* [EXERCISE DETAILS]
Somewhere below, one line contains "margin:0; padding:0; list-style:none" and a later line contains "flex:none; width:55px; height:55px;". Output those two lines and everything between them exactly, and nothing else.

* [INPUT DATA]
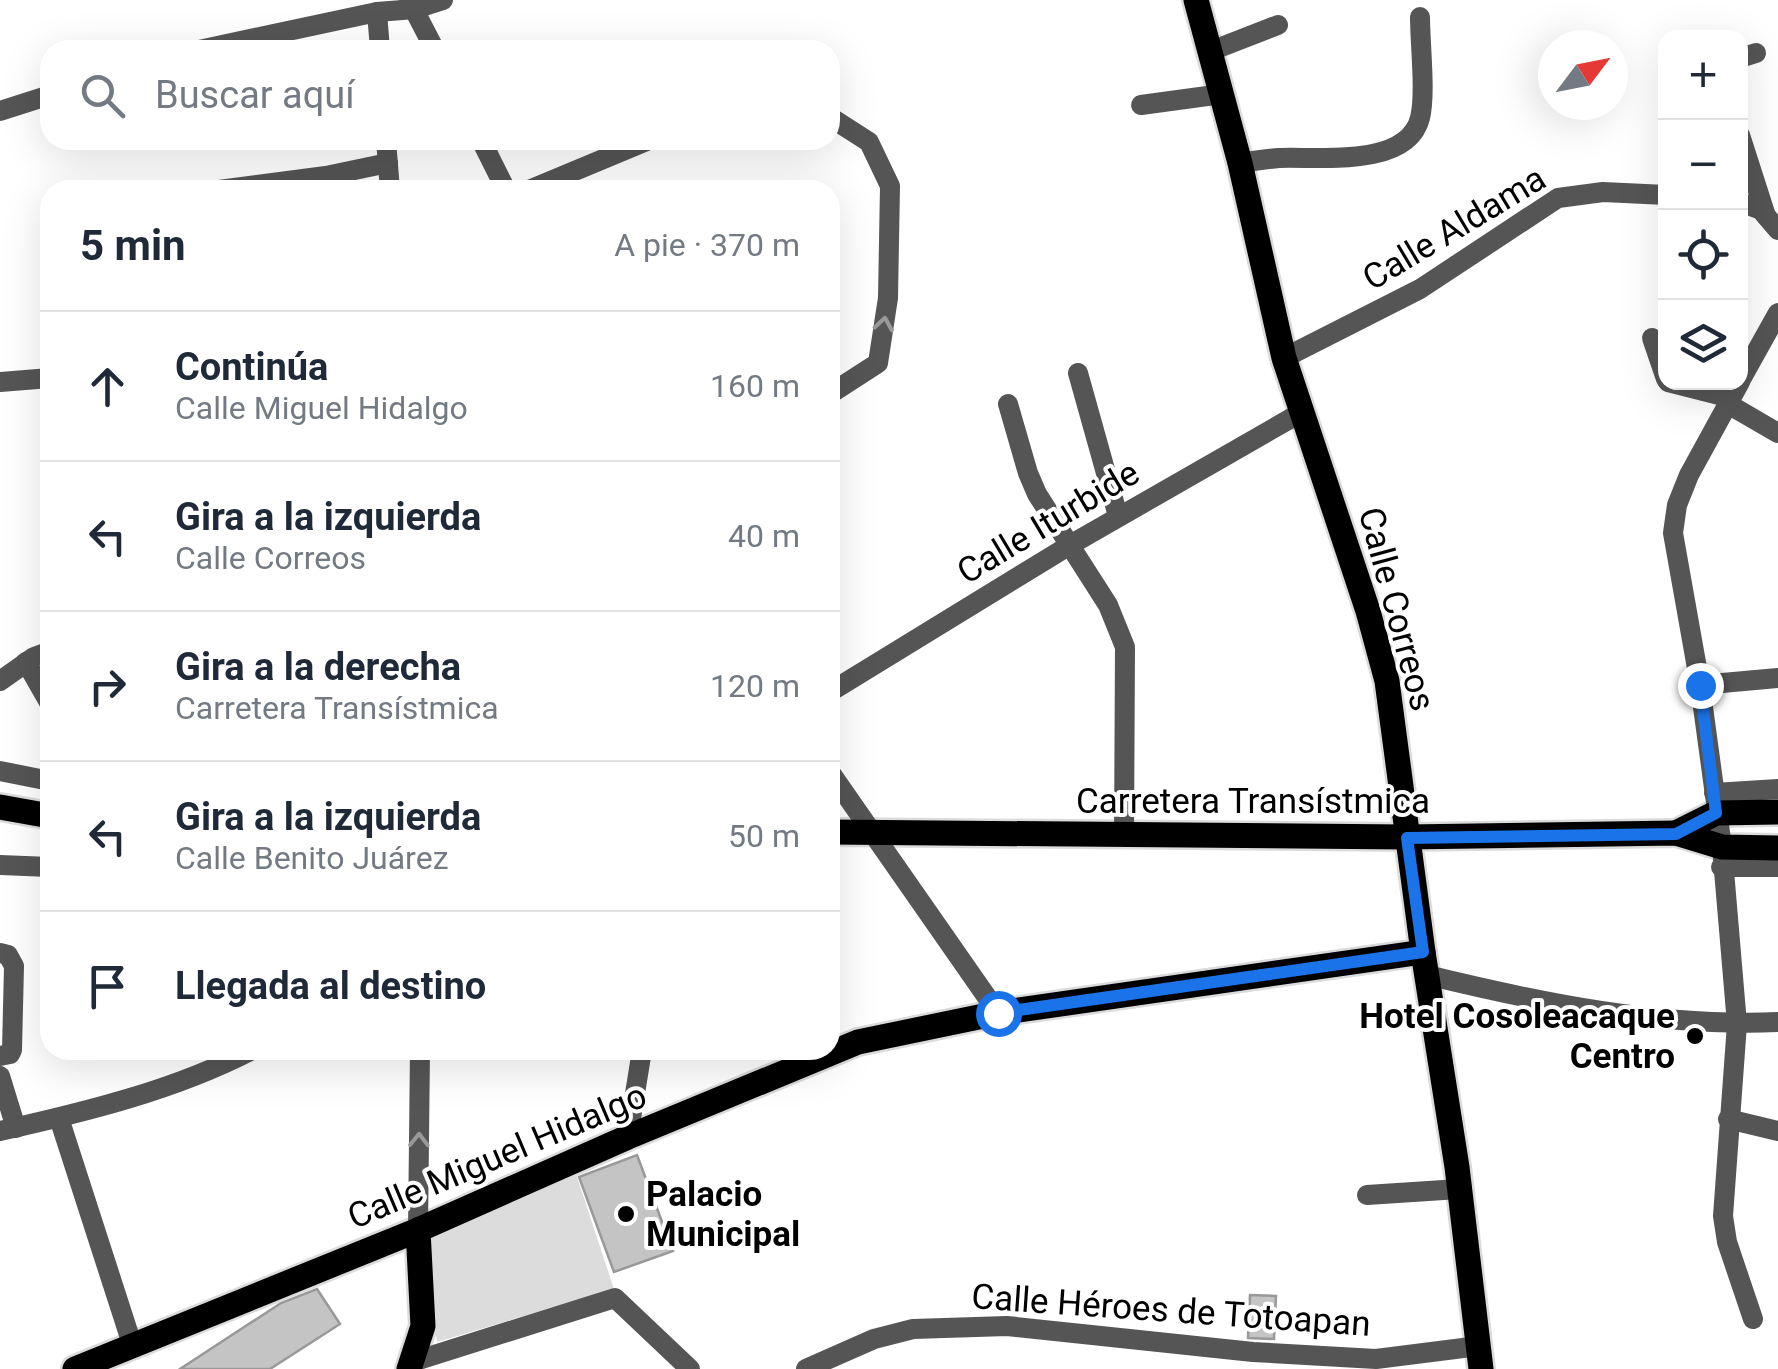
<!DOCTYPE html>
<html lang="es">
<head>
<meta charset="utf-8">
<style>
  body { margin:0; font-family:Roboto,sans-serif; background:#f6f6f7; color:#1f2937 }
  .controls { position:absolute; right:30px; top:30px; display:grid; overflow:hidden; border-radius:20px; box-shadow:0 10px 40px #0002 }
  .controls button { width:90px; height:90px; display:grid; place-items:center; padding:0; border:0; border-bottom:2px solid #e0e1e3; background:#fff; color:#1f2937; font:50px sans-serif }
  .compass { position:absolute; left:1538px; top:30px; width:90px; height:90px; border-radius:50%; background:#fff; box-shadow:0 10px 40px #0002; rotate:58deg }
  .stop { position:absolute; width:30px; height:30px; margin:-22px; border:8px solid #1a73e8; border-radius:50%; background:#fff }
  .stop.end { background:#1a73e8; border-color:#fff; box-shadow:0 2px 10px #0008 }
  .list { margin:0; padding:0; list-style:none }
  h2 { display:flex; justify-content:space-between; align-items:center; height:130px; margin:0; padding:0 40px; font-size:42px }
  h2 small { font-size:32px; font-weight:400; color:#747a83 }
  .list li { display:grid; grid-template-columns:65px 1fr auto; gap:30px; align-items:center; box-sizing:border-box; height:150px; padding:0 40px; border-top:2px solid #e0e1e3 }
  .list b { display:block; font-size:38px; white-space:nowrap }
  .list p { margin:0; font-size:32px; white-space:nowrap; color:#747a83 }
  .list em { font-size:32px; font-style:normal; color:#747a83 }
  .icon { flex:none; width:55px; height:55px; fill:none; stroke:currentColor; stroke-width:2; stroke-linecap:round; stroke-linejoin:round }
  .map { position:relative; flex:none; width:1778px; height:1369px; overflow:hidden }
  .search { position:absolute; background:#fff; box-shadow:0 10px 40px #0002; left:40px; top:40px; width:800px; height:110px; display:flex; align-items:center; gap:25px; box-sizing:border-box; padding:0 35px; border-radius:30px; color:#747a83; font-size:38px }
  .panel { position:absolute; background:#fff; box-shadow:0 10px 40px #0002; left:40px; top:180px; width:800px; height:880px; border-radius:30px }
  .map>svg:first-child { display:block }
  .green { fill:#dcdcdc }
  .building { fill:#c4c4c4; stroke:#999; stroke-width:2.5 }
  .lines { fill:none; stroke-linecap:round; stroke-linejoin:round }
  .major-casing { stroke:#dbdbdb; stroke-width:30 }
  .minor { stroke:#555; stroke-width:20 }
  .major { stroke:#000; stroke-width:25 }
  .oneway { stroke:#999 }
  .route { stroke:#1a73e8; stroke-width:12 }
  .poi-dot { fill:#000; stroke:#fff; stroke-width:4 }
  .labels { text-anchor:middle; stroke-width:8; stroke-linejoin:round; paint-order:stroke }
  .street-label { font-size:35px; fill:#000; stroke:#fff }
  .poi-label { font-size:35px; font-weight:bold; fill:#000; stroke:#fff; text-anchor:end }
</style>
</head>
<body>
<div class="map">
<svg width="1778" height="1369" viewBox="0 0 1778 1369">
  <rect width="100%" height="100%" fill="#fff"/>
  <path class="green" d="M 576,1174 L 614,1289 L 437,1342 L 422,1237 Z"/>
  <g class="building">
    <path d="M 637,1155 L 673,1251 L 614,1272 L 579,1177 Z"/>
    <path d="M 317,1289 L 340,1324 L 270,1369 L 180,1369 L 281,1303 Z"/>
    <path d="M 1250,1295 L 1276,1296 L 1274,1339 L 1248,1338 Z"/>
  </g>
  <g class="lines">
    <defs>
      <g id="major">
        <path d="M 1196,0 L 1240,163 L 1284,358 L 1368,611 L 1387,681 L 1423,952 L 1457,1167 L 1481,1369"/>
        <path d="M 0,807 L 50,816"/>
        <path d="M 830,832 L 1407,837 L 1676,833 L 1722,847 L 1778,848"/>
        <path d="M 1676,833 L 1716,813 L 1778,812"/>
        <path d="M 75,1369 L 418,1230 L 628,1137 L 858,1042 L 998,1013 L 1423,952"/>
        <path d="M 409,1369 L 423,1326 L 418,1230"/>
      </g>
    </defs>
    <use href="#major" class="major-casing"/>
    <g class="minor">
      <path d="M 409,0 L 435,50"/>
      <path d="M 377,12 L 380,50"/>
      <path d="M 199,50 L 377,12 L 415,9 L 443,0"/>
      <path d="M 1211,51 L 1278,25"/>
      <path d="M 1740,58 L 1756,53"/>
      <path d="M 1141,105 L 1222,94"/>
      <path d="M 0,111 L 50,95"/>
      <path d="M 830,117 L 869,142 L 890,186 L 888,298 L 878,363 L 830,394"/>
      <path d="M 1740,135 L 1766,216"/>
      <path d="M 386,140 L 390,190"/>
      <path d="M 481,140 L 506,190"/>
      <path d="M 1240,163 C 1253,161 1266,159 1279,158 C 1315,156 1407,169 1420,118 C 1426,94 1420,44 1420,17"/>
      <path d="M 219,190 L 326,176 L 388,163"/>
      <path d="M 529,190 L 649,140"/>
      <path d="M 1740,202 L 1761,210 L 1778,230"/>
      <path d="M 1652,338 L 1666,379"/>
      <path d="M 1284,358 L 1420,289 L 1558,198 L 1603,192 L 1666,195"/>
      <path d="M 1078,373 L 1118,516"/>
      <path d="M 1740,381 L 1778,313"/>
      <path d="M 0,382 L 50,378"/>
      <path d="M 1668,382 L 1731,398"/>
      <path d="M 1740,382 L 1689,475 L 1677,505 L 1673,533 L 1700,685 L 1722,847 L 1737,1024 L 1723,1216 L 1727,1242 L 1753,1319"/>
      <path d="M 1008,404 L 1028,473 L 1037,494 L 1108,605 L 1125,647 L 1124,836"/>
      <path d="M 1728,404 L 1778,433"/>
      <path d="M 26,662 L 50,704"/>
      <path d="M 0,681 L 34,657 L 50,651"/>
      <path d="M 1700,685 L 1778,678"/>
      <path d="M 830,692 L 1070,545 L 1302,412"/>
      <path d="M 0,771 L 50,781"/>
      <path d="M 830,772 L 998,1013"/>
      <path d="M 1714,793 L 1778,789"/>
      <path d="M 0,865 L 50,867"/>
      <path d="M 1721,867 L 1778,867"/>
      <path d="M 0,953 L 8,955 L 14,966 L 12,1050 L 10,1054 L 0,1056"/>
      <path d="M 1427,975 C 1542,1003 1659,1027 1778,1022"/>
      <path d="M 0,1076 L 16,1128"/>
      <path d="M 59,1118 L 132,1344"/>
      <path d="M 1728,1119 L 1778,1131"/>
      <path d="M 0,1131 C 85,1112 175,1090 252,1050"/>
      <path d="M 628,1137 L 642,1050"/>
      <path d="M 1367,1195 L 1459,1189"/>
      <path d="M 418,1230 L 420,1050"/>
      <path d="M 412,1362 L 615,1298 L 690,1369"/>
      <path d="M 806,1369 L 874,1339 L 913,1329 L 1007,1326 L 1253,1352 L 1376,1359 L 1479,1346"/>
    </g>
    <use href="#major" class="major"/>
  </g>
  <defs><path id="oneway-chevron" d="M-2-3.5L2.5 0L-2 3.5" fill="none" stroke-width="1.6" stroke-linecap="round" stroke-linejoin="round" transform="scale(2.5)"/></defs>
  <g class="oneway">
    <use href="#oneway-chevron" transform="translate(884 324) rotate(-81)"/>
    <use href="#oneway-chevron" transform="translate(419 1140) rotate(-89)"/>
  </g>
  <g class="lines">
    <path class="route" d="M 998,1013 L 1423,952 L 1407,838 L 1676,834 L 1716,813 L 1700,685"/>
  </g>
  <g class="poi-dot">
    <circle cx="1695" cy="1036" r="10"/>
    <circle cx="626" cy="1214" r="10"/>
  </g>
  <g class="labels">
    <g class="street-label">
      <text transform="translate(1454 228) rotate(-31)" y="12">Calle Aldama</text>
      <text transform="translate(1048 522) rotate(-31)" y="12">Calle Iturbide</text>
      <text transform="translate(1397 609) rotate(75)" y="12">Calle Correos</text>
      <text x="1253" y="813">Carretera Transístmica</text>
      <text transform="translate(497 1156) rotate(-23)" y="12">Calle Miguel Hidalgo</text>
      <text transform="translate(1171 1310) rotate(4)" y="12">Calle Héroes de Totoapan</text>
    </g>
    <g class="poi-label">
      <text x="1675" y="1028">Hotel Cosoleacaque<tspan x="1675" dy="40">Centro</tspan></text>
      <text x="646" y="1206" text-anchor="start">Palacio<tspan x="646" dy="40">Municipal</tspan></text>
    </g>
  </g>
</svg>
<div class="controls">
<button>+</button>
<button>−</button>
<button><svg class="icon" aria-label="locate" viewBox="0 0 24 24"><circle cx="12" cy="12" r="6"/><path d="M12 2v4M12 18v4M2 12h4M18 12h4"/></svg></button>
<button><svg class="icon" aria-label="layers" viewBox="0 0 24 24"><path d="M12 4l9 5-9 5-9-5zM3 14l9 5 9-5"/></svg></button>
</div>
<svg class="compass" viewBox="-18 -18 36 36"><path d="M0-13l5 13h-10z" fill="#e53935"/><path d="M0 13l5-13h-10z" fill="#747a83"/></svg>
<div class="stop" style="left:998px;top:1013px"></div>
<div class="stop end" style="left:1700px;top:685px"></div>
<div class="search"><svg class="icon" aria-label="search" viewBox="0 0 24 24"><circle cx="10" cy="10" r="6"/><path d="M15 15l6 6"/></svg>Buscar aquí</div>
<section class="panel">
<h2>5 min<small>A pie · 370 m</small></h2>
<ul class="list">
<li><svg class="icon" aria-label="ahead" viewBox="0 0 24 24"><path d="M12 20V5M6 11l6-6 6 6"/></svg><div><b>Continúa</b><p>Calle Miguel Hidalgo</p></div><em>160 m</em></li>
<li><svg class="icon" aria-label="left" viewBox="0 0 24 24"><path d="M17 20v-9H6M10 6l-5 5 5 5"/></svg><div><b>Gira a la izquierda</b><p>Calle Correos</p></div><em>40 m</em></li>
<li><svg class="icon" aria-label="right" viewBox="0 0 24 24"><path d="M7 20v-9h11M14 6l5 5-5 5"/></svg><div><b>Gira a la derecha</b><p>Carretera Transístmica</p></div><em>120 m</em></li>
<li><svg class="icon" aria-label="left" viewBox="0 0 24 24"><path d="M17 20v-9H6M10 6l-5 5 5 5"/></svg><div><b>Gira a la izquierda</b><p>Calle Benito Juárez</p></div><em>50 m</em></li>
<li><svg class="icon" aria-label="arrive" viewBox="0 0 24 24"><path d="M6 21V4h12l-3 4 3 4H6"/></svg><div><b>Llegada al destino</b></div></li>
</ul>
</section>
</div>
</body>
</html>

* [ANSWER BOX]
  .list { margin:0; padding:0; list-style:none }
  h2 { display:flex; justify-content:space-between; align-items:center; height:130px; margin:0; padding:0 40px; font-size:42px }
  h2 small { font-size:32px; font-weight:400; color:#747a83 }
  .list li { display:grid; grid-template-columns:65px 1fr auto; gap:30px; align-items:center; box-sizing:border-box; height:150px; padding:0 40px; border-top:2px solid #e0e1e3 }
  .list b { display:block; font-size:38px; white-space:nowrap }
  .list p { margin:0; font-size:32px; white-space:nowrap; color:#747a83 }
  .list em { font-size:32px; font-style:normal; color:#747a83 }
  .icon { flex:none; width:55px; height:55px; fill:none; stroke:currentColor; stroke-width:2; stroke-linecap:round; stroke-linejoin:round }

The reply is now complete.